Хорошая компания, оценил мужиков Шурик.
Не тинейджеры, бурную жизнь прошли, умеют веселиться.
Голубые брюки, пусть не новые, застиранные. Белые рубашки. В сапожках искристых ясавец Лель… И скользкий иезуй с ними, он же соленый зудав… И потрепанный жизнью сахранец, наслажденец сладкий, с усами, как у бывшего вице-президента.
— Весь класс по-чешски! — потрясал кулаками здоровенный Гаргос, смутно вращая инфернальным умом и обращаясь в основном к потрепанному жизнью сахранцу. — Это вам не пиво сосать! Год сорок второй, зима, воробьи от холода дохнут, а мы язык учим. Иностранный. В деревню немца пригнали. Он вовремя сдался в плен, его проверили, и прямо к нам. Днем, значит, коровники чистит, а вечером учит языку. Тихий фриц, жизнью и историей сломлен. — Здоровенный Гаргос умело выдержал паузу. — Кто мог знать, что вовсе не фриц он, а чех, и учит нас чешскому, а не немецкому? Деревня дружная, все учили. Кое-кто до сих пор помнит, как будут духи по-чешски…
Издалека, из-за берез и сирени, долетел, будто ветерок, печально пронесся над площадью рыдающий женский голос:
— Барон!.. Барон!..
Поскольку ни тинейджеры, ни компания, окружившая здоровенного Гаргоса, никак не отреагировали на далекие рыдания, Шурик решил, что поиск барона в Т. в общем дело налаженное, будничное. К делу этому тут привыкли, как, скажем, к приему бутылок. И, выбросив далекий призыв из головы, Шурик еще внимательнее присмотрелся к компании.
Двое сидели спинами к Шурику.
Судя по багровым, в складках, затылкам, по плечам, туго обтянутым рубашками, крепкие они были мужики. И смеялись крепко, с чувством, и стояли перед ними крепкие пивные кружки. Так же крепко смеялся над собственным рассказом здоровенный Гаргос, умудрившийся в детстве выучить вместо немецкого языка чешский. Этот усатый сахранец, иезуй, зудав соленый, щедро украшенный спелой пшеницей зрелых усов, поглядывал на приятелей несколько свысока, с превосходством, как типичный главгвоздь гостей, а ведь мужики действительно собрались крепкие, каждый себе на уме, каждый осушил уже по паре, а то и по второй пива. «Развеселись! — процитировал бы в этом случае Роальд. — Вот для тебя паром дышит жирный разомлюй!»

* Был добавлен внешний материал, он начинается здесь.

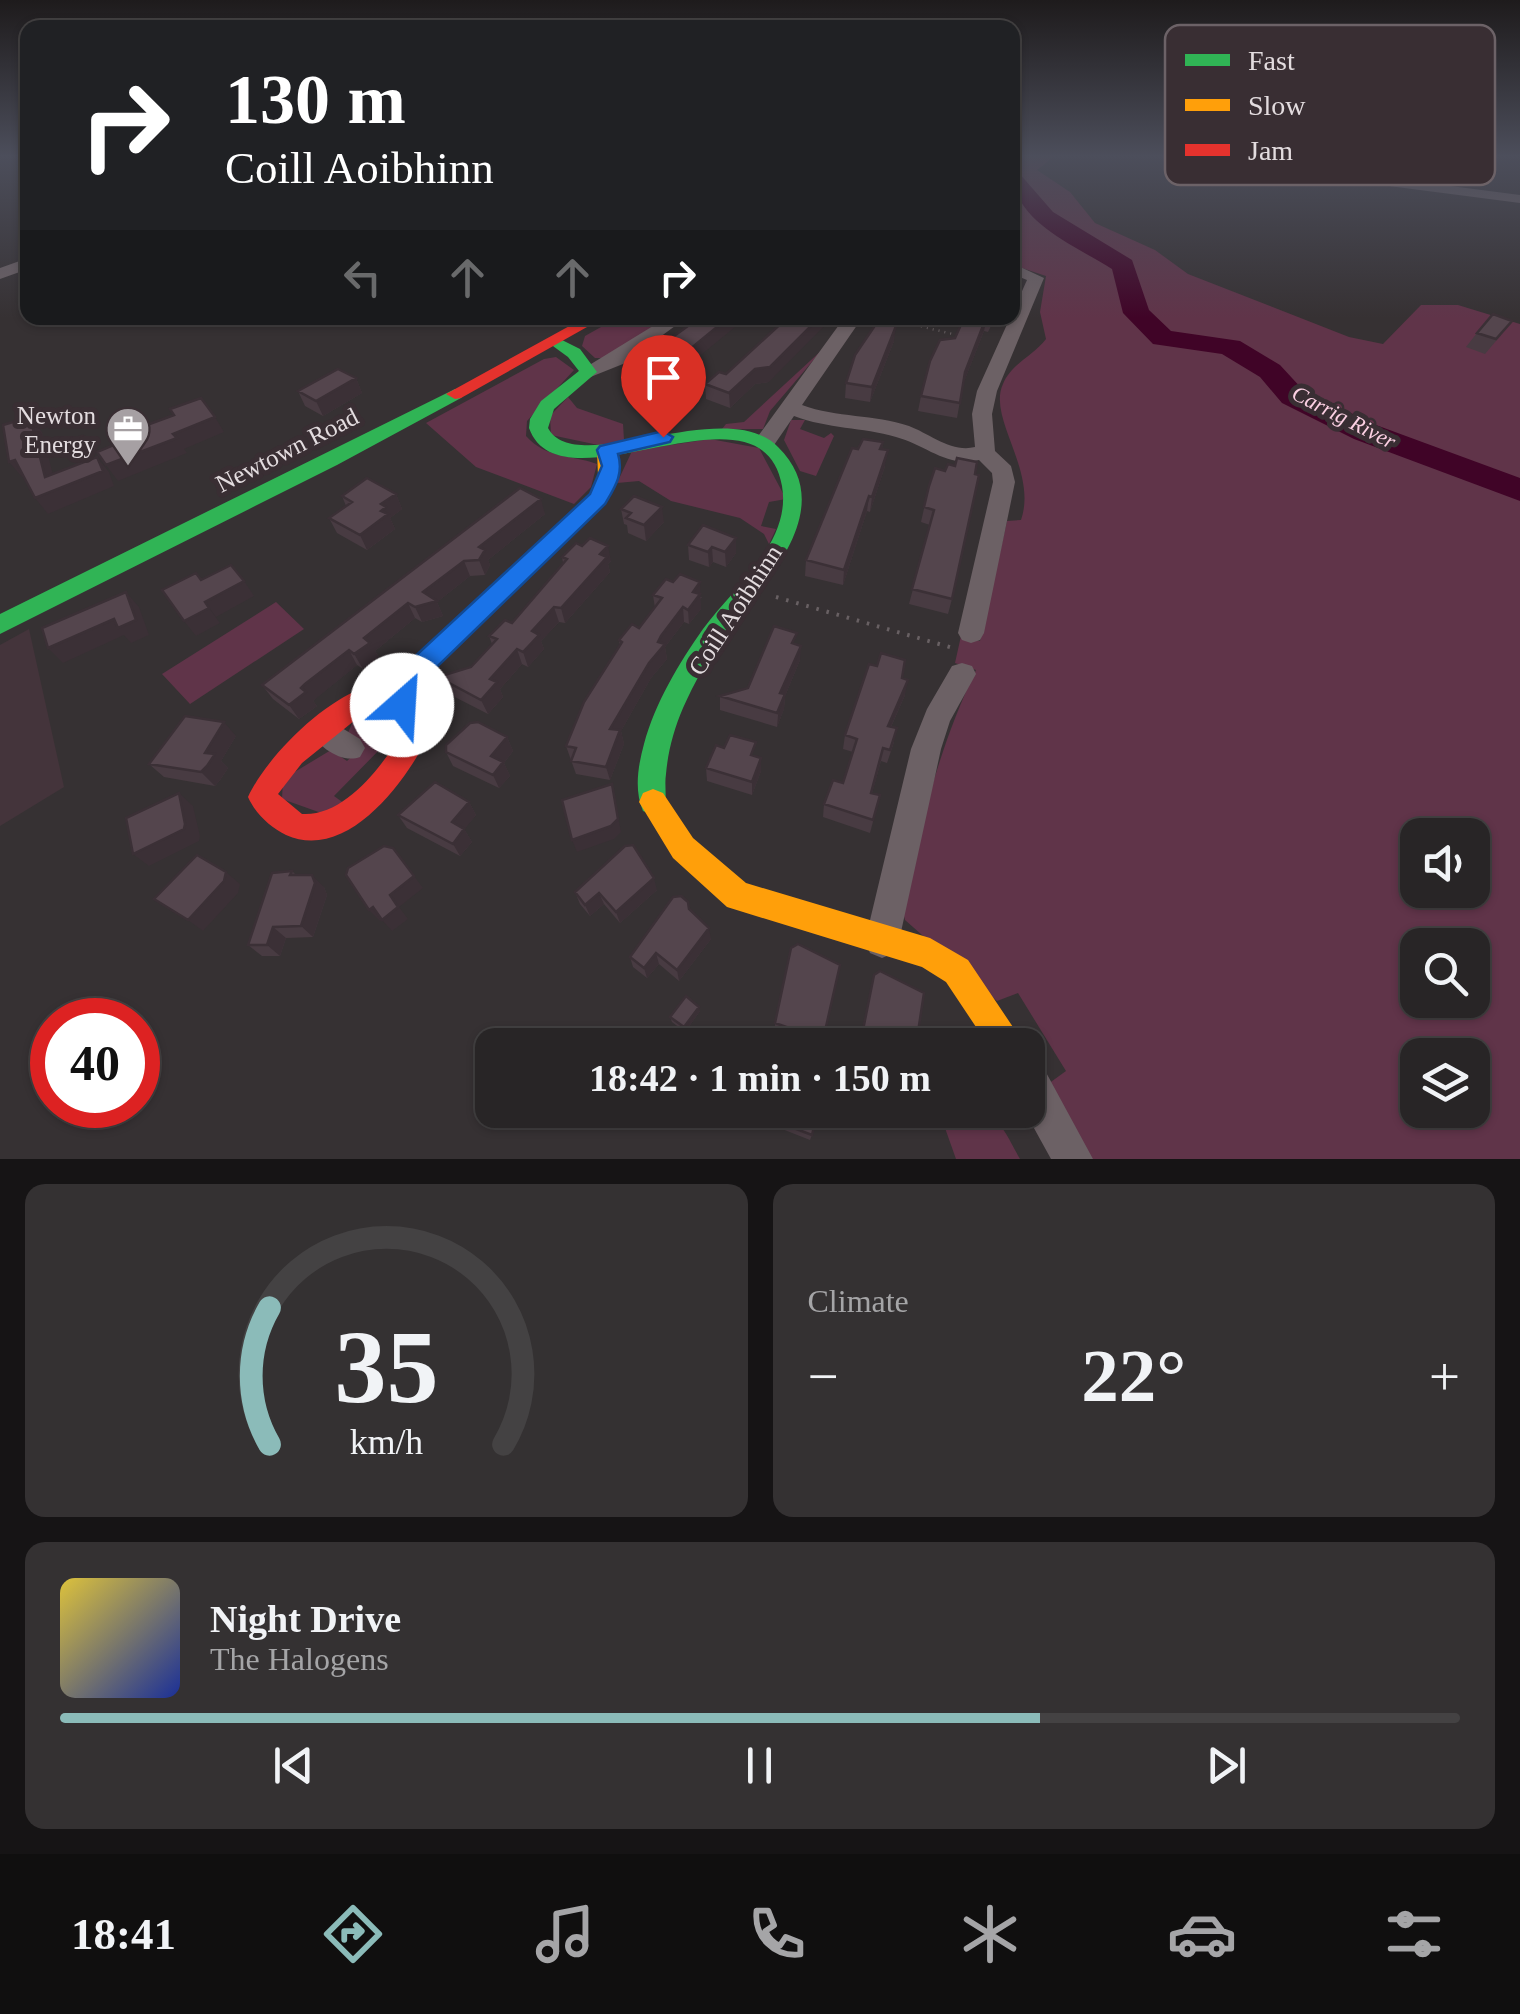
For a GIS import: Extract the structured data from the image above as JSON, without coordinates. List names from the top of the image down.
{
  "streets": {
    "street": ["Newtown Road", "Coill Aoibhinn"]
  },
  "water": ["Carrig River"],
  "places": {
    "office": ["Newton Energy"]
  },
  "legend": ["Fast", "Slow", "Jam"],
  "page": {
    "turn": ["130 m", "Coill Aoibhinn"],
    "limit": "40",
    "trip": "18:42 · 1 min · 150 m",
    "tile": "Climate",
    "heat": ["−", "22°", "+"],
    "song": ["Night Drive", "The Halogens"],
    "tabs": "18:41",
    "gauge": ["35", "km/h"]
  }
}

Роль разомлюя играл огромный рыхлый человек, сидевший в стороне за отдельным столиком, выставленным прямо на тротуар.
Если человеческое тело впрямь является храмом души, то этот храм был основательно запущен. Не очень глубокие, но уже отчетливые морщины бороздили широкое лицо Ивана Лигуши (Шурик сразу его узнал), сизые щеки в щетине, прическа бобриком невыгодно подчеркивала линию низкого лба. Даже сидя бывший бульдозерист возвышался над долговязыми тинейджерами и слушателями Гаргоса. Нелегко было Анечке допрыгнуть до лба Лигуши. В нем, правда, было что-то раздражающее, колючее. Он будто понимал что-то, недоступное для окружающих.
«Взять его за грудки…»
Взглянув на кулаки Лигуши, каждый с пивную кружку, Шурик все-таки отказался от вольных мыслей.
— Да ладно, немецкий! Люди редкостные в нашем селе, Сашок!

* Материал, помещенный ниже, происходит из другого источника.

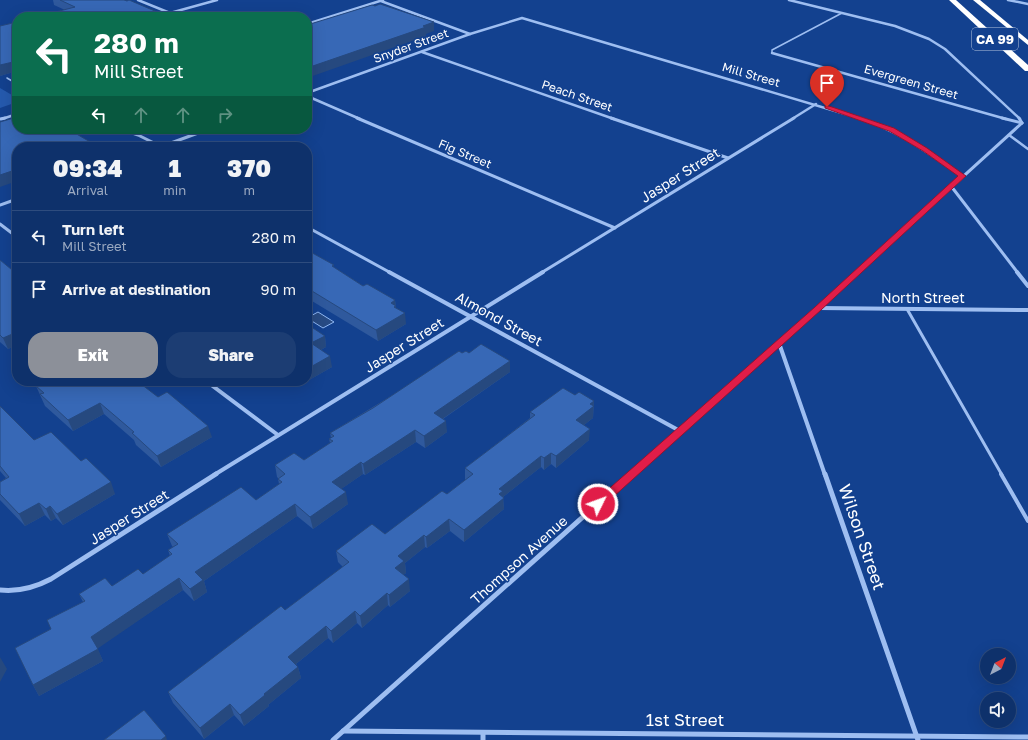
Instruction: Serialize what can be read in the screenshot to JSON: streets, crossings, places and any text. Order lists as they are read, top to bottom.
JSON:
{
  "streets": {
    "highway": ["CA 99"],
    "street": [
      "Snyder Street",
      "Mill Street",
      "Evergreen Street",
      "Peach Street",
      "Fig Street",
      "Jasper Street",
      "North Street",
      "Almond Street",
      "Wilson Street",
      "Thompson Avenue",
      "1st Street"
    ]
  },
  "crossings": [
    ["Snyder Street", "Mill Street"],
    ["Snyder Street", "Peach Street"],
    ["Mill Street", "Jasper Street"],
    ["Mill Street", "Thompson Avenue"],
    ["Evergreen Street", "Thompson Avenue"],
    ["Peach Street", "Jasper Street"],
    ["Fig Street", "Jasper Street"],
    ["Jasper Street", "Almond Street"],
    ["North Street", "Thompson Avenue"],
    ["Almond Street", "Thompson Avenue"],
    ["Wilson Street", "Thompson Avenue"],
    ["Wilson Street", "1st Street"],
    ["Thompson Avenue", "1st Street"]
  ],
  "north": "top right",
  "page": {
    "turn": ["280 m", "Mill Street"],
    "eta": [
      "09:34",
      "Arrival",
      "1",
      "min",
      "370",
      "m"
    ],
    "list": [
      {
        "name": "Turn left",
        "note": "Mill Street",
        "value": "280 m"
      },
      {
        "name": "Arrive at destination",
        "value": "90 m"
      }
    ],
    "buttons": ["Exit", "Share"]
  }
}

Гаргос, невинная жертва коварного военнопленного чеха, убедительно закатывал глаза, доверительно щурился, пытаясь воздействовать на зудава хитрого, наслажденца в спелых усах.
— Редкостные у нас, прямо кристальные люди! Не индейцы какие, если уж брать по совести. Нагишом по пальмам не прыгают. Ты таких, Сашок, теперь не увидишь. Все просты, все ручной работы…
— …а если ходят странно, так это у них штаны такие.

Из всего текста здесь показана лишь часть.